立ち止まって窓から沖を眺めていた私に、ヌイヌイちゃんが少し心配そうに‥‥‥多分私しか分からないと思うっぽいけど‥‥‥話し掛けた。

 

「別に大丈夫」

 

「そうですか。それならば良いのですが。此処はポイポイにとって因縁の海ですから」

 

そうね。確かにこの海はそうかも。私が眺めていたのは丁度ガダルカナル島の方角。嘗ての大戦で駆逐艦夕立が沈んだ海。そして、私が艦娘になって初めて僚艦を見殺しにする事になった切っ掛けとなった場所。知っての通り、この海からルソン島へと抜けた私は、愚かにも先代の鈴谷さんの命を犠牲にして生き残った。夕立という艦娘を形成する上で重要な事件だったわね。その事も少し思い出してたのは事実かな。けど今はその事で悲観したりしてる訳じゃないから。

 

沖立です。

 

「心配してくれてありがとう」

 

ニコリと微笑んだ私から視線を逸らせて背中を向けたヌイヌイちゃん。「‥‥‥いえ」とだけ答えて喋らなくなっちゃったわね。

 

「ヌイヌイちゃんこそ‥‥‥」

 

背中を向けたまま歩き出そうとしていたヌイヌイちゃんは、一度停止して私の方を振り返る事無く答えたわ。

 

「‥‥‥流石ポイポイですね。正直、思っていた以上に心に来ました。頭では理解していても心はそれには追い付いてはくれないものなのですね」

 

そうね。先代陽炎の成れの果て、駆逐水鬼をその手で沈めたヌイヌイちゃん。あの場では冷静に見えたけど、心の中では割り切れない、納得出来ない気持ちで一杯だったんでしょうね。幾ら相手が深海棲艦とはいえ、その顔も声も紛れもなく陽炎さんそのものだったもの。

 

ヌイヌイちゃんが漸く振り向く。「そう言えば‥‥‥まだ御礼を言っていませんでしたね」って言って、私に近付いて、頭を下げた。

 

「萩風に‥‥‥妹に安らかな眠りを与えてくれてありがとうございました」

 

萩風‥‥‥。正直、あの時は余裕なんて無かった。今にも死んでしまいそうな電ちゃんを抱えて、無我夢中で萩風を沈めただけ。

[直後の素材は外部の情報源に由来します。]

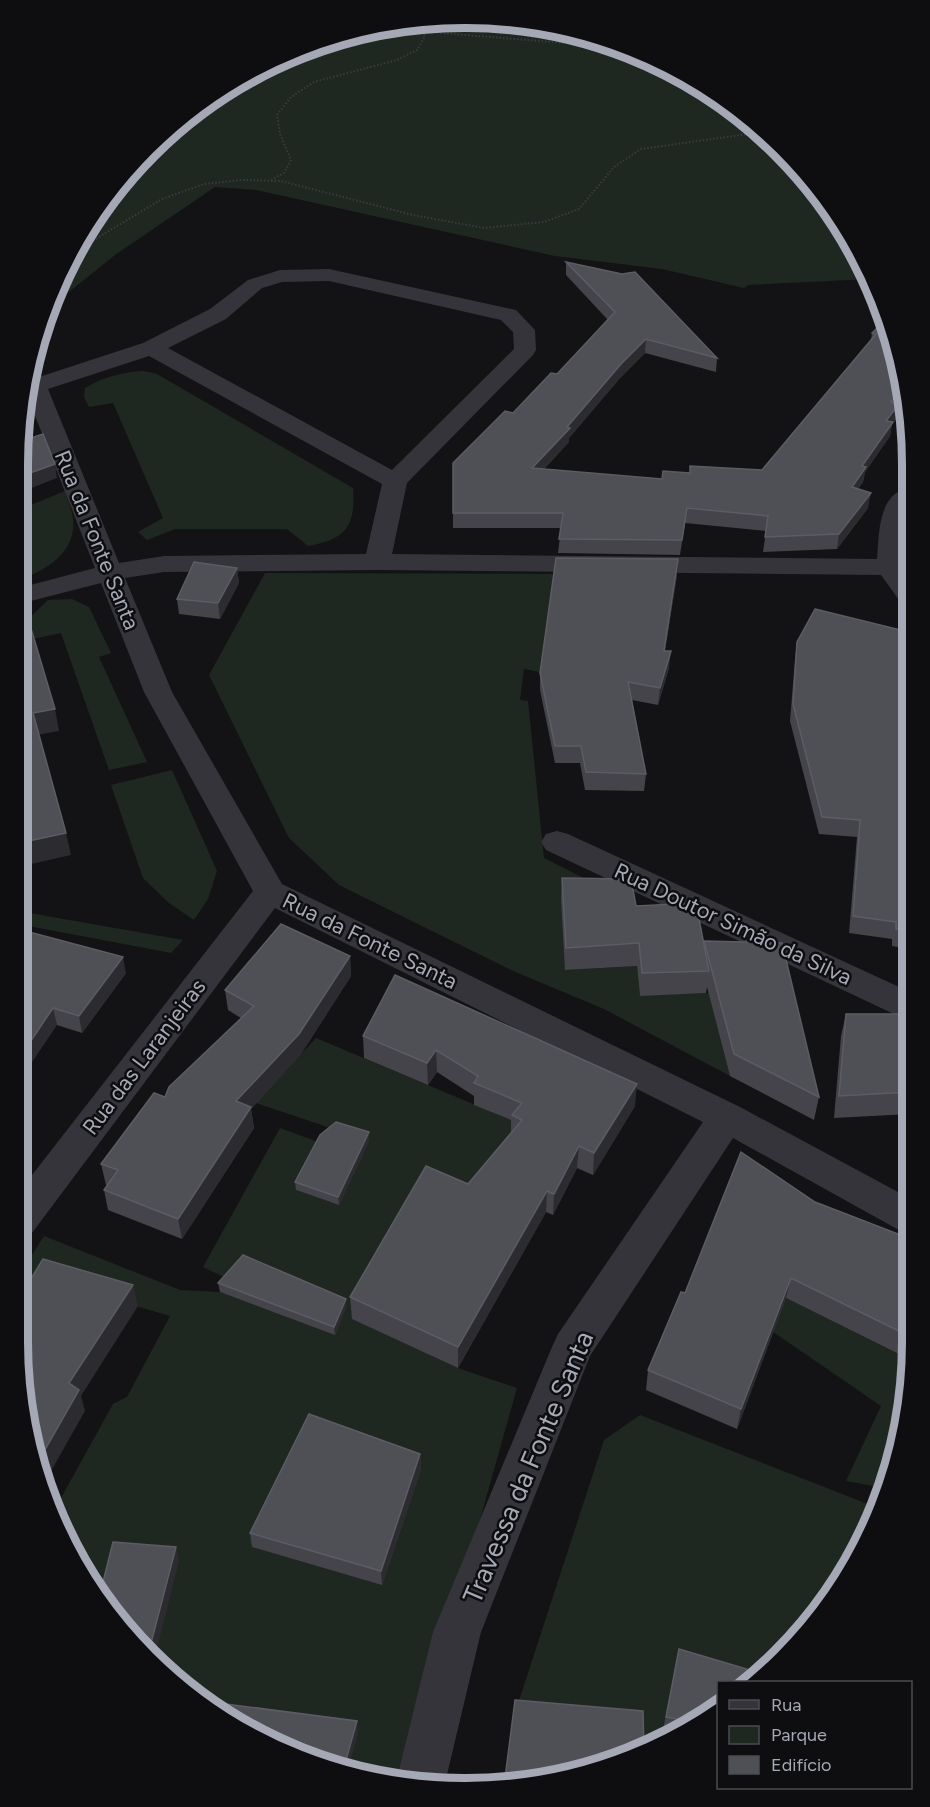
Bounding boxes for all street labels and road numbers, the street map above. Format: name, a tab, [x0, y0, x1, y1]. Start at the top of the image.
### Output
street label: Rua da Fonte Santa	[49, 446, 145, 634]
street label: Rua Doutor Simão da Silva	[610, 857, 856, 991]
street label: Rua da Fonte Santa	[278, 887, 462, 995]
street label: Rua das Laranjeiras	[77, 974, 211, 1140]
street label: Travessa da Fonte Santa	[456, 1326, 600, 1608]

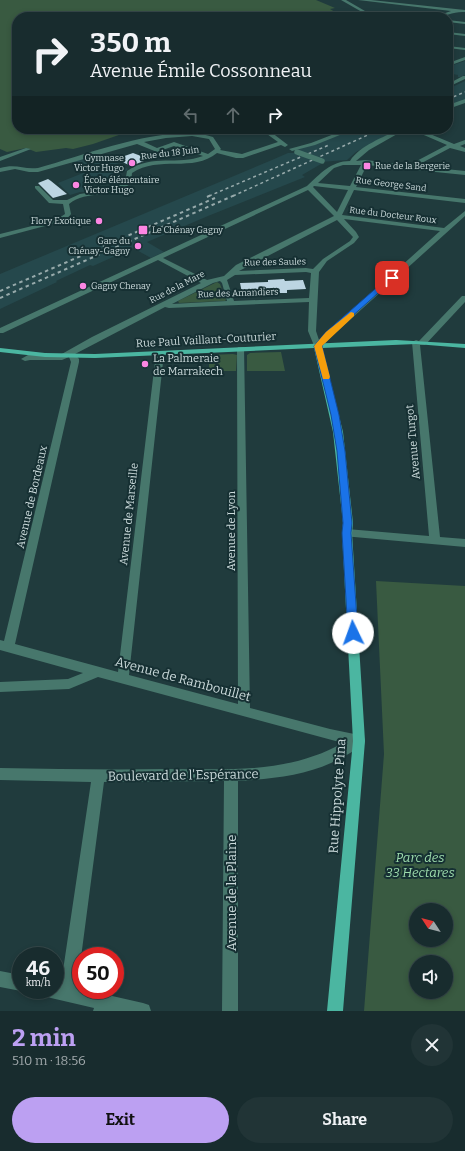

御礼を言われるような大した事はしてない。

 

「ううん、あんな事しか出来なくてごめんね、ヌイヌイちゃん」

 

萩風も。陽炎さんも。安らかな眠りにつけたのかな?けど、まだこの世に未練を残していて欲しい、と思う部分もある。そうしたら、加賀さんや先代鈴谷さんのようにまた会えるかも知れないでしょ?

 

「ポイポイは」

 

「うん?」

 

顔をあげたヌイヌイちゃん。私の瞳から視線を外さない。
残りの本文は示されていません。